On 7 July 2011, Di Carmine joined Cittadella. Cittadella bought 50% registration rights from relegated Frosinone. He was expected to replace Federico Piovaccari as team topscorer. Eventually Nunzio Di Roberto was the topscorer with 10 goals, and Di Carmine 1 goal short with 9 goals.

In the summer of 2013, he moved to S.S. Juve Stabia. Despite the club relegated from Serie B, he remained with the club.

Di Carmine was loaned out to Hellas Verona from Perugia for the 2018–19 season.
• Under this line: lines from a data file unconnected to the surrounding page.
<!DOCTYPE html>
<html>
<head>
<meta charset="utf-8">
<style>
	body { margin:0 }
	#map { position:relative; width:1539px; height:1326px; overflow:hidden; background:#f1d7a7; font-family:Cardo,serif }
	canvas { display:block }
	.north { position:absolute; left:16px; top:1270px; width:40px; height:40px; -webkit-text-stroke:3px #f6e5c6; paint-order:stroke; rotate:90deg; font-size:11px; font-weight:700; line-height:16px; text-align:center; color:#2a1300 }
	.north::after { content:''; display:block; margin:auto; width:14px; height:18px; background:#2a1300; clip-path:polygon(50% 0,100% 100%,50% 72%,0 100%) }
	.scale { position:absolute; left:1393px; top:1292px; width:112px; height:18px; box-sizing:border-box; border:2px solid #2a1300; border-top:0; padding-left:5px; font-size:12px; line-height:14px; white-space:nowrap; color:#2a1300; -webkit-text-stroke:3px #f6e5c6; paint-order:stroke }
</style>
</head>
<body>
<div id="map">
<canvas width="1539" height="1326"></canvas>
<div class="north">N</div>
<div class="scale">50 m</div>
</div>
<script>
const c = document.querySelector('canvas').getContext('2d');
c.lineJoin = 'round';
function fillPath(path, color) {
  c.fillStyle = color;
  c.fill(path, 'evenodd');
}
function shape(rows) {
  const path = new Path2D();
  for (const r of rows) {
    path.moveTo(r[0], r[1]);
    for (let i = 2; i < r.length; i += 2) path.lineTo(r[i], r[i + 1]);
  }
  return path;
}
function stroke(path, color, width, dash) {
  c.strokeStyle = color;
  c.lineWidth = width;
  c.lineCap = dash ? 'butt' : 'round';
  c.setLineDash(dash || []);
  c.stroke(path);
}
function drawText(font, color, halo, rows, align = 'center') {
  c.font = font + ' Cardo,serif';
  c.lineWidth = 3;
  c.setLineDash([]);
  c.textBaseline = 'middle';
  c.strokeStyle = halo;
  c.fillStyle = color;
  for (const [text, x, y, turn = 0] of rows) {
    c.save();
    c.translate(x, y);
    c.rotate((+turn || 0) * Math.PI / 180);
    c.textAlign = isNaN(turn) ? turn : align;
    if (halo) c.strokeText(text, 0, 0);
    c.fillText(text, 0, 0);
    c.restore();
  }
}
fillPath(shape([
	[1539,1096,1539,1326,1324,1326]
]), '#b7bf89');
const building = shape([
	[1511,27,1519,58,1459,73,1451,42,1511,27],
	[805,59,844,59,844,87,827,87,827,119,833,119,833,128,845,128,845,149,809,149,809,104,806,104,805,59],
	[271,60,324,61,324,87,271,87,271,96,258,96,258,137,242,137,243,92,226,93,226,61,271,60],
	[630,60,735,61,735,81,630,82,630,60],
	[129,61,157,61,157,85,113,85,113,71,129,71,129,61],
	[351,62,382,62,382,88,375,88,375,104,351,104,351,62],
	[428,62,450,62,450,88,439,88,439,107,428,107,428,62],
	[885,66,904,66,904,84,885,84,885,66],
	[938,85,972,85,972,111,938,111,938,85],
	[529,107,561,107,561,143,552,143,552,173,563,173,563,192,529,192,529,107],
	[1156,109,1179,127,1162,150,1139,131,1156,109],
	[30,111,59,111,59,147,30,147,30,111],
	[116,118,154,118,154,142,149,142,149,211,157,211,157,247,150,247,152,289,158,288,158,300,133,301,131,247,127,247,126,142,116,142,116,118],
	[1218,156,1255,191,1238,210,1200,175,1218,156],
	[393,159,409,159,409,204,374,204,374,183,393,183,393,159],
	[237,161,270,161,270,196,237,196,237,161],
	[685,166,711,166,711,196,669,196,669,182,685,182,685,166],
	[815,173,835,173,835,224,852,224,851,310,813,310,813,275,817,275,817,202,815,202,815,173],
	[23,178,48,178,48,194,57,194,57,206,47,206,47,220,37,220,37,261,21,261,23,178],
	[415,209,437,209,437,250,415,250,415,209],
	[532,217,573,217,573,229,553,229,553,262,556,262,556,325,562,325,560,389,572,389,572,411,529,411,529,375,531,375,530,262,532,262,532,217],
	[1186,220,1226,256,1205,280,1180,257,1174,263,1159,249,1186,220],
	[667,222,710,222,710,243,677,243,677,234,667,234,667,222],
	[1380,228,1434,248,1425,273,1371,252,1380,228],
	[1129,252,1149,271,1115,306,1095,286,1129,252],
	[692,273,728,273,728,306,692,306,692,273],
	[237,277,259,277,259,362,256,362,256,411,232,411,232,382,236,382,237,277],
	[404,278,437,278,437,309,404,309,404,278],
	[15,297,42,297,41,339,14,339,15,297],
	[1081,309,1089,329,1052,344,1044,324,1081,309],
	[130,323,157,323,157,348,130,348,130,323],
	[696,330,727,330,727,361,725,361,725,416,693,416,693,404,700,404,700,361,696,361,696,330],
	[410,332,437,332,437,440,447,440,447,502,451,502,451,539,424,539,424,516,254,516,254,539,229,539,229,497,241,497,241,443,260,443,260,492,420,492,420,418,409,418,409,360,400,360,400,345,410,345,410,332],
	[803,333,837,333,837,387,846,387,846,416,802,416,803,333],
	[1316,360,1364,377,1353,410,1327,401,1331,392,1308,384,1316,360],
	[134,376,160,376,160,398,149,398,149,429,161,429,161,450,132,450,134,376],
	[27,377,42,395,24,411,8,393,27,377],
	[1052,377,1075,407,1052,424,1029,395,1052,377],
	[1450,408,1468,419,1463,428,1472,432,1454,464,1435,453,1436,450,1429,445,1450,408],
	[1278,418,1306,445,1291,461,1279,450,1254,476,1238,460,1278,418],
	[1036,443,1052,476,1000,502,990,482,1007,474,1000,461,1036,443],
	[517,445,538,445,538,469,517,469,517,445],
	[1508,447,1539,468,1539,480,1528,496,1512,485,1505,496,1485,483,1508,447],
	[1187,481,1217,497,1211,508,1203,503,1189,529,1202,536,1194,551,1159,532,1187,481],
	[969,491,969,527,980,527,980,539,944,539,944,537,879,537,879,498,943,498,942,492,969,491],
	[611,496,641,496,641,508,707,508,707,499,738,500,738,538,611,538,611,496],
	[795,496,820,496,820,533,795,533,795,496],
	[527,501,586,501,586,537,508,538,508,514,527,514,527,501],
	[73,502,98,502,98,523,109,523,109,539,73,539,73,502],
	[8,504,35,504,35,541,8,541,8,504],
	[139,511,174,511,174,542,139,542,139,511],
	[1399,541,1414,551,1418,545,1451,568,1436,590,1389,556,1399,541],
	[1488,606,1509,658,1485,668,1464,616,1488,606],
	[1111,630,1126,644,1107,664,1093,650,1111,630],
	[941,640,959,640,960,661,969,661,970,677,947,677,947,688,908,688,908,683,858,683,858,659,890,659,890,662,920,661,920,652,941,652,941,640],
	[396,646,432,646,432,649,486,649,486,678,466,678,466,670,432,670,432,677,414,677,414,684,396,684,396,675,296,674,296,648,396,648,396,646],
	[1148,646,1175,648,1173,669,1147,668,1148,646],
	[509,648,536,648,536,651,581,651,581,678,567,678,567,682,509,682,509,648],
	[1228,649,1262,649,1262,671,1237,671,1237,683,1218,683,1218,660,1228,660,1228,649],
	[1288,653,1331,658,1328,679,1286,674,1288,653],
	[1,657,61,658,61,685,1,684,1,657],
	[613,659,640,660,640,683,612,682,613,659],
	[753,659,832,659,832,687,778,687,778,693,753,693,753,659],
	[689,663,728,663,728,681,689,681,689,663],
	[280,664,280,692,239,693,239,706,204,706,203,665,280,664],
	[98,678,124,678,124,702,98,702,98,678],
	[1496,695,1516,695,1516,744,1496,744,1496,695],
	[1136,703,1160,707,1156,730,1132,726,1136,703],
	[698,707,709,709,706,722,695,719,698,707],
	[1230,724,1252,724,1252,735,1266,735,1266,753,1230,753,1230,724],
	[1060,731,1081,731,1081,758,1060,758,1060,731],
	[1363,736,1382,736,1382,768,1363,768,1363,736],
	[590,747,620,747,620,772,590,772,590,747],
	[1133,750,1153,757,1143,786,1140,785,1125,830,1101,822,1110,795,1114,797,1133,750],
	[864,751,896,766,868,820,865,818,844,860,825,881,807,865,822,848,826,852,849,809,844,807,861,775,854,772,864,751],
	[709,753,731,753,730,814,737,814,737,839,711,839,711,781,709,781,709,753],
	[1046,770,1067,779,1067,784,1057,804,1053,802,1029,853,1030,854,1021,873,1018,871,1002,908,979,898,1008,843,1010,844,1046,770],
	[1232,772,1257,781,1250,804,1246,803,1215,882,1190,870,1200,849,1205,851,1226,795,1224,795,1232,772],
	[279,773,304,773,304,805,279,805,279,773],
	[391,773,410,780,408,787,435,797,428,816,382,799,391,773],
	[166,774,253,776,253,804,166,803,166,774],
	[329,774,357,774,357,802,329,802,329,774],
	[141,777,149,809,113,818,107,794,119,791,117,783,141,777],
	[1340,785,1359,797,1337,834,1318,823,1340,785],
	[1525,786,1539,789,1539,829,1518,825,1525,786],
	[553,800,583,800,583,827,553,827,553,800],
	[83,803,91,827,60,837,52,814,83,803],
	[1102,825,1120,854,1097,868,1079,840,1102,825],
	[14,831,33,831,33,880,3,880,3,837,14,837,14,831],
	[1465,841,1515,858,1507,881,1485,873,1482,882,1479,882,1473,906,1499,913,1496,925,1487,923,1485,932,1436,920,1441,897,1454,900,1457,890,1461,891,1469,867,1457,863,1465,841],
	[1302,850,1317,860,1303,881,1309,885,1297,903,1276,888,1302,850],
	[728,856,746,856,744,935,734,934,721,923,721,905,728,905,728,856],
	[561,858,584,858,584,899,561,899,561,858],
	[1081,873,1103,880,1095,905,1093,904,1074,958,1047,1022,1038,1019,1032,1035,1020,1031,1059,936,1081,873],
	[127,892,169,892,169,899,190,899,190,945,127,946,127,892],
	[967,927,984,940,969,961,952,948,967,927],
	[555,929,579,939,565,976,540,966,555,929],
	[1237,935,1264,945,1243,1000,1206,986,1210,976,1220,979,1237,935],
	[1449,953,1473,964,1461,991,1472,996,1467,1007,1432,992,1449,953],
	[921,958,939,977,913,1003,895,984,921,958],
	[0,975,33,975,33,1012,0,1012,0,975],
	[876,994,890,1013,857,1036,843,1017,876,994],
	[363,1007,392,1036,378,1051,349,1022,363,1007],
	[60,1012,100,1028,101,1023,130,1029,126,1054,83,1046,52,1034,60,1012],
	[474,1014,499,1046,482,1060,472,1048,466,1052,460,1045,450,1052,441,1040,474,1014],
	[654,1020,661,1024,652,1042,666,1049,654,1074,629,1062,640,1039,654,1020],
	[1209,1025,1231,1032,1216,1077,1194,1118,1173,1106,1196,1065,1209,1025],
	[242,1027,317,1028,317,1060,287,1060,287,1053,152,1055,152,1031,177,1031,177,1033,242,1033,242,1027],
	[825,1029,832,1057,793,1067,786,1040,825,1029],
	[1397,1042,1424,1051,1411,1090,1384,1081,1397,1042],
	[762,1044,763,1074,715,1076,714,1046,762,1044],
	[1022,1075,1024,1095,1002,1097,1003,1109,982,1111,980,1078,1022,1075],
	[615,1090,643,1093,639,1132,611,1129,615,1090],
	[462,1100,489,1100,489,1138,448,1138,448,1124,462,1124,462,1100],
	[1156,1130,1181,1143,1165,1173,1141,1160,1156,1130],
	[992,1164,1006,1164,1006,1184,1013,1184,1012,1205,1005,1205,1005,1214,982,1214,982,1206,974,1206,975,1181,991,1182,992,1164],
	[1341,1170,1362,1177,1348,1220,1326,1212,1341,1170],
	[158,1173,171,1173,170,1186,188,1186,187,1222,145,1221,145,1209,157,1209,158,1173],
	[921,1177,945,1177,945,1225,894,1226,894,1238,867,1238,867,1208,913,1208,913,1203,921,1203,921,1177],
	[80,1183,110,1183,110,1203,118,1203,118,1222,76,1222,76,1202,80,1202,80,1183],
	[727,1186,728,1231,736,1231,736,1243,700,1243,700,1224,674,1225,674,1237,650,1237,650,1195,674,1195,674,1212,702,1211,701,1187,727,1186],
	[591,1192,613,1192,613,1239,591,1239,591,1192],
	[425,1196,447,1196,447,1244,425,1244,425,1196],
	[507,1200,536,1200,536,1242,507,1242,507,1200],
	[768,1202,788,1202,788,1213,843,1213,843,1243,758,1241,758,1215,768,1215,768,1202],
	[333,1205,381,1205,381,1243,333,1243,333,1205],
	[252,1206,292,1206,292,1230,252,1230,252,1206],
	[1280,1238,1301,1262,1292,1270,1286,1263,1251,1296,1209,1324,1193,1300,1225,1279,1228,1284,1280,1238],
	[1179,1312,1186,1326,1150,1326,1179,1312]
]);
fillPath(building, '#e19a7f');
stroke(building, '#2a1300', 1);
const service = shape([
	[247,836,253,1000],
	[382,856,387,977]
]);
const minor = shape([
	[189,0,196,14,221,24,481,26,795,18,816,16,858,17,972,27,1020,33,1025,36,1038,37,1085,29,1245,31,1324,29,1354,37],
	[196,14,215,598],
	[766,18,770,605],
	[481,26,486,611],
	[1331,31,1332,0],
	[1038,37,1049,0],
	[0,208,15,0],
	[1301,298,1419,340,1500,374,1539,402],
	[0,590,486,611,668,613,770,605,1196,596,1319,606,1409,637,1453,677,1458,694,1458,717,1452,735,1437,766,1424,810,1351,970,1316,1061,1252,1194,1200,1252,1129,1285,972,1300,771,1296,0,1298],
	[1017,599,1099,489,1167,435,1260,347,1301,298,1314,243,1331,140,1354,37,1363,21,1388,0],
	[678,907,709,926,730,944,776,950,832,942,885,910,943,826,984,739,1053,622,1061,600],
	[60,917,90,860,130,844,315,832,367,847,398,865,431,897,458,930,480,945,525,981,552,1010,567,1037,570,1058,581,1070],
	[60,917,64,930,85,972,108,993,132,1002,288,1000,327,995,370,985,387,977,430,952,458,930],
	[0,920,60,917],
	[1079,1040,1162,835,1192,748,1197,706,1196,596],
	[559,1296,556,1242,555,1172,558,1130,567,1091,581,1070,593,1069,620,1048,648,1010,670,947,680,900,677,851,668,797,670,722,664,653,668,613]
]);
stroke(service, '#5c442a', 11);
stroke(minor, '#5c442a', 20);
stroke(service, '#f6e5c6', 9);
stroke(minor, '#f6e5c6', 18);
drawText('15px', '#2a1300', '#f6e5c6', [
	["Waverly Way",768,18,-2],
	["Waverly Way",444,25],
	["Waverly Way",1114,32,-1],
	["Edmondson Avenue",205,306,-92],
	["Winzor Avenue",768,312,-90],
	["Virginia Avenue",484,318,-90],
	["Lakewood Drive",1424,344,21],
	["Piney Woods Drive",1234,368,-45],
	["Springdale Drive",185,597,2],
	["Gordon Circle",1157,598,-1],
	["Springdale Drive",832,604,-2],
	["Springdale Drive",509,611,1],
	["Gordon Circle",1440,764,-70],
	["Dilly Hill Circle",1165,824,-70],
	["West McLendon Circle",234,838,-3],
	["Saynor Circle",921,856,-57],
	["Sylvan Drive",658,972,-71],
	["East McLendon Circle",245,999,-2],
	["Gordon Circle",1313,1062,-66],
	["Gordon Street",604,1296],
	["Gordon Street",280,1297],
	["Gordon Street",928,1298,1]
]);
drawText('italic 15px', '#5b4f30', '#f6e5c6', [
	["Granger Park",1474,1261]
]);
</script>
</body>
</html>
He helped the team clinch promotion to Serie A with his 11 league goals and Verona signed him on a permanent contract ahead of the 2019–20 season.

On 28 January 2021, Di Carmine joined Crotone on loan until the end of the 2020–21 season.

On 24 August 2021, he signed a two-year contract with Cremonese.

On 1 September 2022, Di Carmine returned to Perugia.

On 20 August 2023, Di Carmine moved to Catania.

On 30 August 2024, he signed with Trento.